(Task material begins)

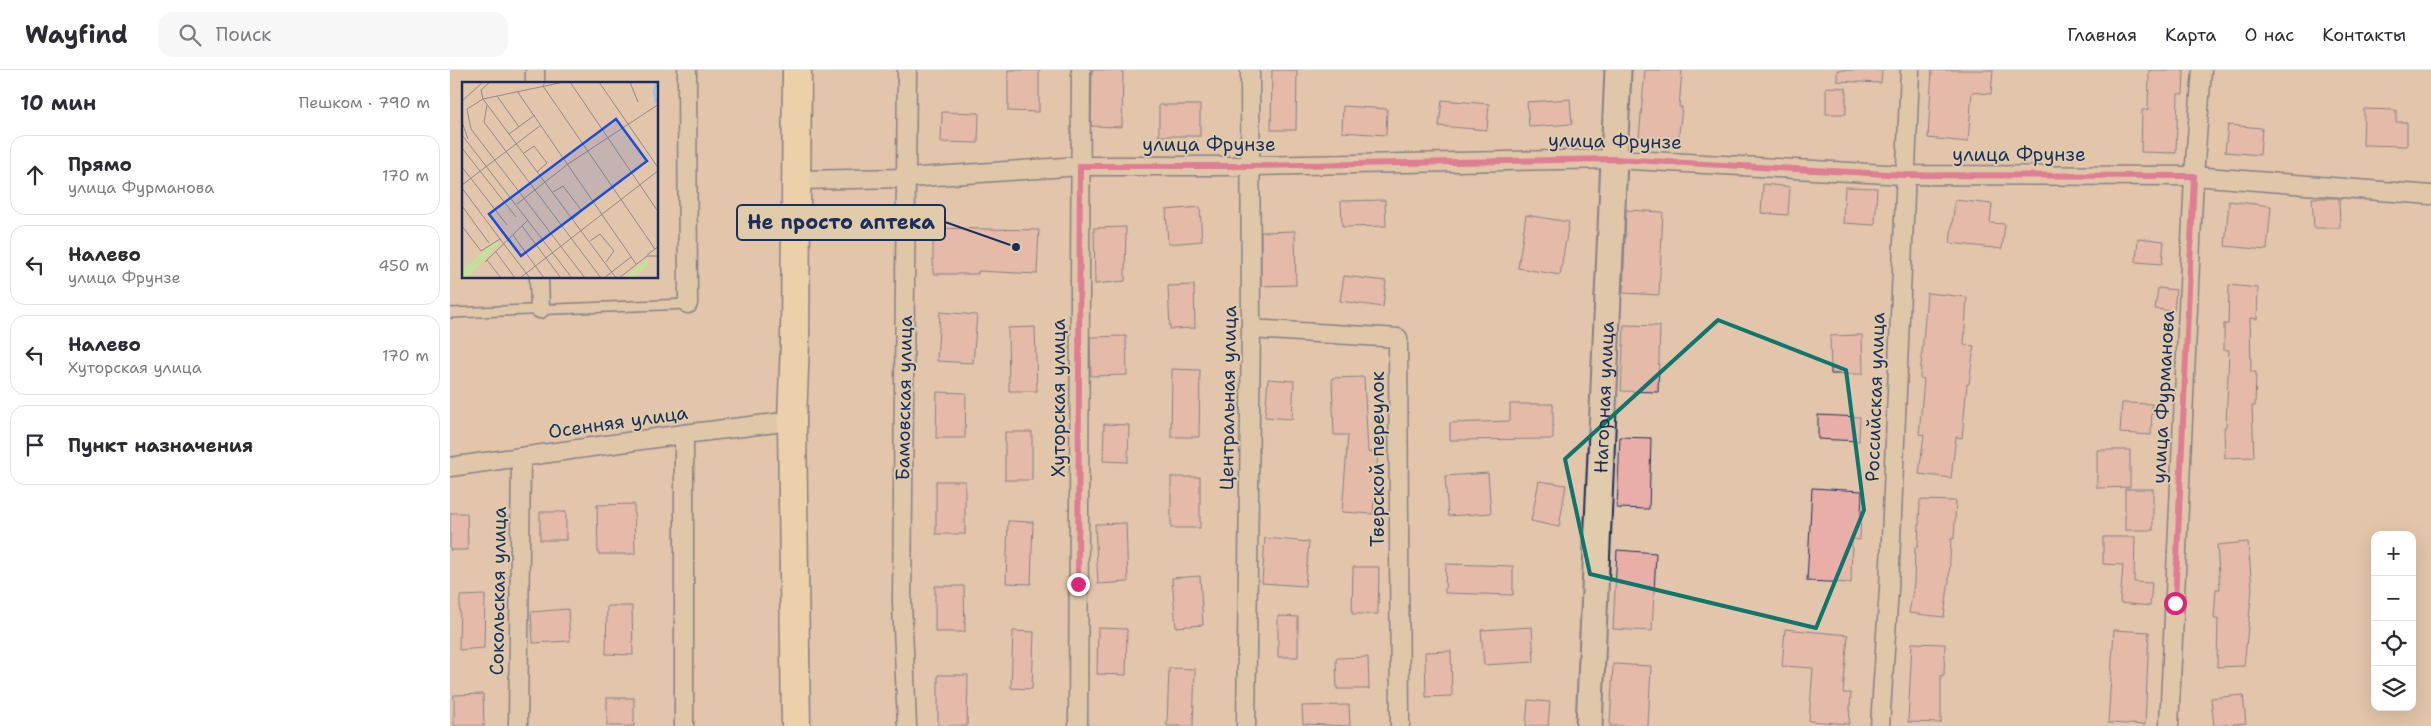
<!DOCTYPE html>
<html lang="ru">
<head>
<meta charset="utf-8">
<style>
  body { margin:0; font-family:"Shantell Sans",sans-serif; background:#f7f7f7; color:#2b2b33 }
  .controls { position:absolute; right:15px; bottom:15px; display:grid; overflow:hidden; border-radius:10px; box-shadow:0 5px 20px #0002 }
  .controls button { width:45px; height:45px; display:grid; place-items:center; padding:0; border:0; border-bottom:1px solid #e1e1e2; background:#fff; color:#2b2b33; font:25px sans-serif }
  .stop { position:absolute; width:15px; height:15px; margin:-11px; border:4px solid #db2777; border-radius:50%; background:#fff }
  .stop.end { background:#db2777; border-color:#fff; box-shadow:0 1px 5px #0008 }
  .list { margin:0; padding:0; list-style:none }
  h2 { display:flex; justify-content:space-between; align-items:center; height:65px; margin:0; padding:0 20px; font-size:21px }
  h2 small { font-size:16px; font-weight:400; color:#7c7c81 }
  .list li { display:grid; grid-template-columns:32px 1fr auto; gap:15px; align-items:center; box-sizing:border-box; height:80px; margin:0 10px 10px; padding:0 10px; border:1px solid #e1e1e2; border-radius:15px }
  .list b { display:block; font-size:19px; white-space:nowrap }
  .list p { margin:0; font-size:16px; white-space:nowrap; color:#7c7c81 }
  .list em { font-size:16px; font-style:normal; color:#7c7c81 }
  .icon { flex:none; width:28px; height:28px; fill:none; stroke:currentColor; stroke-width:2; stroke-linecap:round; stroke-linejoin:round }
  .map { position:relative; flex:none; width:1981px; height:656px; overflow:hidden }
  header { display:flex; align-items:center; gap:30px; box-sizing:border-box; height:70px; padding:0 25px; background:#fff; border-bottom:1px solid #e1e1e2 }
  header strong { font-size:24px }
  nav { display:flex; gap:28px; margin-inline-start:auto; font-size:18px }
  .search { width:350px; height:45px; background:#f7f7f7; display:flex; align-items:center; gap:12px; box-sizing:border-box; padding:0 18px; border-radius:15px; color:#7c7c81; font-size:19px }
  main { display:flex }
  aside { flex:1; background:#fff }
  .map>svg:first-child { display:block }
  .building { fill:#e9aea8; stroke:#1b2f5e }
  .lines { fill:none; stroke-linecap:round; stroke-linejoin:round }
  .lane-casing { stroke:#1b2f5e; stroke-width:12 }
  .street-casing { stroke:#1b2f5e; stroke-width:21 }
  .secondary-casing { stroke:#1b2f5e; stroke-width:29 }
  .primary-casing { stroke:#1b2f5e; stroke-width:31 }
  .lane { stroke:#e0cbaa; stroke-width:9 }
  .street { stroke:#e0cbaa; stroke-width:18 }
  .secondary { stroke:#e0cbaa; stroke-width:25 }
  .primary { stroke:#f9deab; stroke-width:28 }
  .route { stroke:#db2777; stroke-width:6 }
  .marked { fill:none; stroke:#0f766e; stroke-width:4; stroke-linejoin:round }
  .labels { text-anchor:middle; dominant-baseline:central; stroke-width:4; stroke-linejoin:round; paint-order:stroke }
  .street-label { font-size:19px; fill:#1b2f5e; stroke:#e0cbaa }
  .inset-river { fill:none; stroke:#95c2ef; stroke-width:2.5 }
  .inset-road { fill:none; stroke:#92898c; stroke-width:1 }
  .view { fill:#1d4ed8; fill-opacity:0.15; stroke:#1d4ed8; stroke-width:2.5 }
  .inset-edge { fill:none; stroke:#1b2f5e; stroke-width:2.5 }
  .leader { fill:none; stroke:#1b2f5e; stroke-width:2 }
  .callout-dot { fill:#1b2f5e; stroke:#e0cbaa; stroke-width:2 }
  .callout { fill:#e0cbaa; stroke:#1b2f5e; stroke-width:2 }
  .callout-label { font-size:20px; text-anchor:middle; font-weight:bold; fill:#1b2f5e }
</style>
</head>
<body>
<header>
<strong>Wayfind</strong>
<div class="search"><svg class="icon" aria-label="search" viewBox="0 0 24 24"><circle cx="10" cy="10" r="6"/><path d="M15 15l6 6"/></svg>Поиск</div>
<nav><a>Главная</a><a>Карта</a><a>О нас</a><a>Контакты</a></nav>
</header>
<main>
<aside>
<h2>10 мин<small>Пешком · 790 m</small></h2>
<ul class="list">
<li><svg class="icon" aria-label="ahead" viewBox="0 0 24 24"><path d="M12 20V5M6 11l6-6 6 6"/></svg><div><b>Прямо</b><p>улица Фурманова</p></div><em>170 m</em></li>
<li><svg class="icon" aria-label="left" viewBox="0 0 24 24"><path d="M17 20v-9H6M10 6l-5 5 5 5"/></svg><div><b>Налево</b><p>улица Фрунзе</p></div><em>450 m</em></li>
<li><svg class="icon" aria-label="left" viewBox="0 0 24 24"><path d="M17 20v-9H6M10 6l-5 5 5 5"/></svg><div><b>Налево</b><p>Хуторская улица</p></div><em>170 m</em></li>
<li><svg class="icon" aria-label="arrive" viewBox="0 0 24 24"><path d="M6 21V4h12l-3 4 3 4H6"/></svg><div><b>Пункт назначения</b></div></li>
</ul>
</aside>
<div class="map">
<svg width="1981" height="656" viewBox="0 0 1981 656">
  <rect width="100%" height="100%" fill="#e2c5aa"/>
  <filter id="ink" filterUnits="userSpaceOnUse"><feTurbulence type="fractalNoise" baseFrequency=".02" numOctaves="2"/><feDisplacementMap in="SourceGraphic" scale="10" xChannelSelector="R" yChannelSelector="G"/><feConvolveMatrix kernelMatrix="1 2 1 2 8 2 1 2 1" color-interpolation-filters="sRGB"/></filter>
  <g filter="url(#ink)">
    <!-- building -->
    <g class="building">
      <path d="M558 0H589V42L558 41Z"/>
      <path d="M642 0H673L672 57 641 56Z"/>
      <path d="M822 0H847L846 60H821Z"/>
      <path d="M1195 0H1232L1229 37H1232L1228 72 1189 68Z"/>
      <path d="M1387 0H1432L1431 13 1387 11Z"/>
      <path d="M1482 0H1543L1541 24 1522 22 1518 72 1478 68Z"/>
      <path d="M1699 0H1734L1733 24H1728L1726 83 1691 82 1692 40H1698Z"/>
      <path d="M1376 17 1396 18V44H1376Z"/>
      <path d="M1120 29 1122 54 1079 57 1077 32Z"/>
      <path d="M992 30 1039 34 1037 60 989 56Z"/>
      <rect x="709" y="35" width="41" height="31"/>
      <path d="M893 36 937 39 936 65 892 62Z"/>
      <path d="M1914 39 1946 40V52H1957V76L1913 75Z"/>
      <path d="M492 42 529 43 528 73 491 72Z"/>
      <path d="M1778 55 1812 58 1810 85 1775 82Z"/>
      <path d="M1313 114 1340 117 1338 145 1311 143Z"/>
      <path d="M1395 117 1427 118 1425 155 1393 153Z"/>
      <path d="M1862 128H1889L1890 158H1864Z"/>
      <path d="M935 130 936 156 892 157 891 131Z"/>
      <path d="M1505 130 1542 134 1540 153 1555 154 1552 179 1500 173Z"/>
      <path d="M1779 131 1821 136 1817 180 1775 176Z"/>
      <path d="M750 137 752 171 718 174 716 140Z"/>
      <path d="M1176 140 1213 142 1209 225 1173 223Z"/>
      <path d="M1076 145 1119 152 1110 205 1068 198Z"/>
      <path d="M676 157 675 211 645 214 644 158Z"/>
      <path d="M483 158 589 160 587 204 528 201V204H483Z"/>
      <path d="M845 161 846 215 811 216V162Z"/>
      <path d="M1688 168 1714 171 1712 194 1686 192Z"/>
      <path d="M894 206 936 211 933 237 890 231Z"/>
      <path d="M744 215 745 258 720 259 718 216Z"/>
      <path d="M1779 215 1808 218 1807 249 1800 248 1801 302H1806L1805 336H1802L1804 387 1775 388 1774 357H1776L1779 280H1774V254H1778Z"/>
      <path d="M1708 218 1726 220 1724 241 1705 239Z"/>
      <path d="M1477 223 1517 227 1514 275 1524 276 1519 314H1517L1512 368 1506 367 1501 408 1469 404 1474 365 1469 364 1474 309 1470 308Z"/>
      <path d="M490 242 527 245 523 293 487 291Z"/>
      <path d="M1174 255 1210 256 1208 322 1171 321Z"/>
      <path d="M585 257 587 321H559L558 258Z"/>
      <path d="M1412 265 1413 304H1381L1380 266Z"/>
      <path d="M676 266 677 305 641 306 640 267Z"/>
      <path d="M722 299 750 300 749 367H721Z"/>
      <path d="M914 307 918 382 928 383 923 444 892 442 898 365H884L882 308Z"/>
      <path d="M818 309 844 311 842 349 815 347Z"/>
      <path d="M487 322 516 323 515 368H486Z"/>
      <path d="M1672 333 1702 334 1701 365 1670 363Z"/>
      <path d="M1060 334H1103V369L1000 370V353L1060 351Z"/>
      <path d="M1368 345 1410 347 1409 371 1368 369Z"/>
      <path d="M654 354 679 355 678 392 653 391Z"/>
      <rect x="555" y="362" width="27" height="48"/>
      <path d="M1170 367 1201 368 1199 439 1167 438Z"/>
      <path d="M1647 380H1680V417L1647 418Z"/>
      <path d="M1038 403 1041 443 998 446 995 406Z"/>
      <rect x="721" y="407" width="29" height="51"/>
      <rect x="486" y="411" width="29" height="53"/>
      <path d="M1089 411 1116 415 1109 457 1081 451Z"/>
      <path d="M1362 418 1412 421 1410 470 1402 469 1401 513 1357 511Z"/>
      <rect x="1675" y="419" width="28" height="41"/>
      <path d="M1470 430 1506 431 1504 469H1501L1499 509 1494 547 1459 543 1464 514 1465 477H1468Z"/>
      <path d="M184 434 185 484H148L147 435Z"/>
      <rect x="90" y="442" width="26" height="28"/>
      <path d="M0 443H17L18 480H0Z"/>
      <path d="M558 451 583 452 581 514 556 513Z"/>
      <path d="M676 453 678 512 648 514 645 454Z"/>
      <path d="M1653 467H1685L1684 512 1702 513 1700 536 1670 533 1673 495 1653 494Z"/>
      <path d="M815 468 859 472 855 516 812 513Z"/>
      <path d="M1798 472 1802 519 1794 596 1767 597 1768 549H1764L1766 519H1770L1767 475Z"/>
      <path d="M1167 480 1206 483 1202 561 1163 559Z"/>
      <path d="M996 494 1063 496V525L995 523Z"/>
      <path d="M903 497H929L928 544H902Z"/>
      <path d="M750 506 753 555 726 557 722 508Z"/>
      <path d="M485 516H514L515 562H485Z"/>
      <path d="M35 525 34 578 9 580 10 526Z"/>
      <path d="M157 536H182L183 585 156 584Z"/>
      <path d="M118 539 120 571 83 573 81 542Z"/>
      <path d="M828 546 848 547V587H828Z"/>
      <path d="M1082 557 1084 592 1034 595 1031 560Z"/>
      <path d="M648 558 677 559 676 605 647 604Z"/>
      <path d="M1335 559 1398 565 1393 623H1401L1399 654 1359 651 1363 598 1332 596Z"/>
      <path d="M1664 560 1699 562 1695 655 1658 653Z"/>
      <path d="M563 561 584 562 582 619 561 618Z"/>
      <path d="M1462 573 1495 574 1494 605H1491V653L1458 652Z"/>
      <path d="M1001 581 1002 626 976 627 975 582Z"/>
      <path d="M918 587 919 619H887L886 588Z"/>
      <path d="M1163 594 1201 596 1198 656H1160Z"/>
      <path d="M719 598 745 599 743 656H717Z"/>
      <path d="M488 605H518L517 656H488Z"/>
      <path d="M33 624 34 656H4V625Z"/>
      <path d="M1793 625 1796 653 1764 656 1761 628Z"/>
      <rect x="157" y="628" width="27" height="28"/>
      <path d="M1078 630 1100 632 1098 656H1076Z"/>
      <path d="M899 635 900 656 853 654 852 636Z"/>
    </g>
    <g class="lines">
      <!-- lane casing -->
      <g class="lane-casing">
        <path id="lane" d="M0 243 238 234"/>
      </g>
      <!-- street casing -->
      <g class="street-casing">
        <g id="street">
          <path d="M85 0V14"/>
          <path d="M237 0 238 234"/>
          <path d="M457 0 452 532 457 656"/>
          <path d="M347 110 457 108 630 96H799L1164 89 1455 105 1744 106 1981 125"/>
          <path d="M89 208 90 239"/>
          <path d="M801 259 948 268 950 656"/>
          <path d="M0 397 234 364 342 351"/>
          <path d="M68 656 71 387"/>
          <path d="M234 656V364"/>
          <path d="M628 656 631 0"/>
          <path d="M796 656 801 259 800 0"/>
          <path d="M1430 656 1439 519 1460 0"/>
          <path d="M1719 656 1744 106 1752 0"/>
        </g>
      </g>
      <!-- secondary casing -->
      <g class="secondary-casing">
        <g id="secondary">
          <path id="s1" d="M1139 656 1168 0"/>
        </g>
      </g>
      <!-- primary casing -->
      <g class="primary-casing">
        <path id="primary" d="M346 656 342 351 345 272 347 0"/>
      </g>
      <!-- lane -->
      <use href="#lane" class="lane"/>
      <!-- street -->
      <use href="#street" class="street"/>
      <!-- secondary -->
      <use href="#secondary" class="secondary"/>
      <!-- primary -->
      <use href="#primary" class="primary"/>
    </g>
  </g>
  <g class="lines" filter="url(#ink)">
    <!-- route -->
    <path class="route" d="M628 514 630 96H799L1164 89 1456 105 1744 106 1725 533"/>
  </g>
  <!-- marked area -->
  <path d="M0 0H1981V656H0ZM1268 250 1396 300 1414 440 1366 558 1140 504 1115 389Z" fill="#e2c5aa" fill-opacity=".55" fill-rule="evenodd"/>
  <path class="marked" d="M1268 250 1396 300 1414 440 1366 558 1140 504 1115 389Z"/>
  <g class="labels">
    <!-- street labels -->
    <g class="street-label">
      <text transform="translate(1165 71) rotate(1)">улица Фрунзе</text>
      <text x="759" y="74">улица Фрунзе</text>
      <text x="1569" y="84">улица Фрунзе</text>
      <text transform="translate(1425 327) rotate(-88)">Российская улица</text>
      <text transform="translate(1713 327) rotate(-87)">улица Фурманова</text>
      <text transform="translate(454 328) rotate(-89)">Бамовская улица</text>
      <text transform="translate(608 328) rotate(-90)">Хуторская улица</text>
      <text transform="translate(778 328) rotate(-89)">Центральная улица</text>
      <text stroke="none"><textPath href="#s1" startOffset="329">Нагорная улица</textPath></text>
      <text transform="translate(168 352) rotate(-8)">Осенняя улица</text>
      <text transform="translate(927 389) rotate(-90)">Тверской переулок</text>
      <text transform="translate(48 521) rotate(-89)">Сокольская улица</text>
    </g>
  </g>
  <!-- overview -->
  <g transform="translate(12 12)">
    <rect width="196" height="196" fill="#e2c5aa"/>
    <path d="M34 159 38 161 5 196H0V188ZM185 177 188 182 171 196H162Z" fill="#c4e098"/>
    <path class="inset-river" d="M194 21 192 9 195 0"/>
    <path class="inset-road" d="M28 0 19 8 21 17 154 196M83 0 81 4 193 167M108 0 197 131M137 0 197 87M168 0 176 20M55 9 174 182M35 14 57 45M0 19 21 0M25 23 22 40 139 196M5 27 9 47 123 196M5 27 21 17 102 0M0 40 6 57M47 52 73 33M0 53 110 196M0 66 54 135M62 71 72 64 85 81 75 90M0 85 45 143M0 103 79 43M0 106 38 157M91 110 101 104 120 129 111 137M55 122 106 82 197 22M0 124 27 161M0 144 19 169 38 157 68 196M60 144 99 196M51 153 82 196M128 159 138 152 152 169 144 180M34 170 53 196M185 173 197 164M25 178 39 196M23 180 66 138M58 196 197 88M142 196 169 175M157 196 185 174H197"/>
    <path class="view" d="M154 37 185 79 59 174 27 132Z"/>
    <rect width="196" height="196" class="inset-edge"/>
  </g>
  <!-- callouts -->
  <path class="leader" d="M566 177L495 152"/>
  <circle class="callout-dot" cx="566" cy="177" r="5"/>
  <rect class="callout" x="287" y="135" width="208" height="35" rx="5"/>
  <g class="callout-label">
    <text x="391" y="159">Не просто аптека</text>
  </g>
</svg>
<div class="controls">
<button>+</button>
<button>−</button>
<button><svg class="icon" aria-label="locate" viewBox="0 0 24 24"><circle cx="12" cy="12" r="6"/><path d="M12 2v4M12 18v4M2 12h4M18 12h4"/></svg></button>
<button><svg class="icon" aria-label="layers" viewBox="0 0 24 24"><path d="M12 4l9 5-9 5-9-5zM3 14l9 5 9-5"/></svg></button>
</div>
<div class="stop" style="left:1725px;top:533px"></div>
<div class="stop end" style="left:628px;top:514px"></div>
</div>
</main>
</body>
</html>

(Task material ends)

- What the task requires -
Nothing should appear in the answer except the lines above from the line with "fill:none; stroke-linecap:round; stroke-linejoin:round" through the line with "text-anchor:middle; dominant-baseline:central; stroke-width:4;", both included, written out exactly.

- Solved exercise -
  .lines { fill:none; stroke-linecap:round; stroke-linejoin:round }
  .lane-casing { stroke:#1b2f5e; stroke-width:12 }
  .street-casing { stroke:#1b2f5e; stroke-width:21 }
  .secondary-casing { stroke:#1b2f5e; stroke-width:29 }
  .primary-casing { stroke:#1b2f5e; stroke-width:31 }
  .lane { stroke:#e0cbaa; stroke-width:9 }
  .street { stroke:#e0cbaa; stroke-width:18 }
  .secondary { stroke:#e0cbaa; stroke-width:25 }
  .primary { stroke:#f9deab; stroke-width:28 }
  .route { stroke:#db2777; stroke-width:6 }
  .marked { fill:none; stroke:#0f766e; stroke-width:4; stroke-linejoin:round }
  .labels { text-anchor:middle; dominant-baseline:central; stroke-width:4; stroke-linejoin:round; paint-order:stroke }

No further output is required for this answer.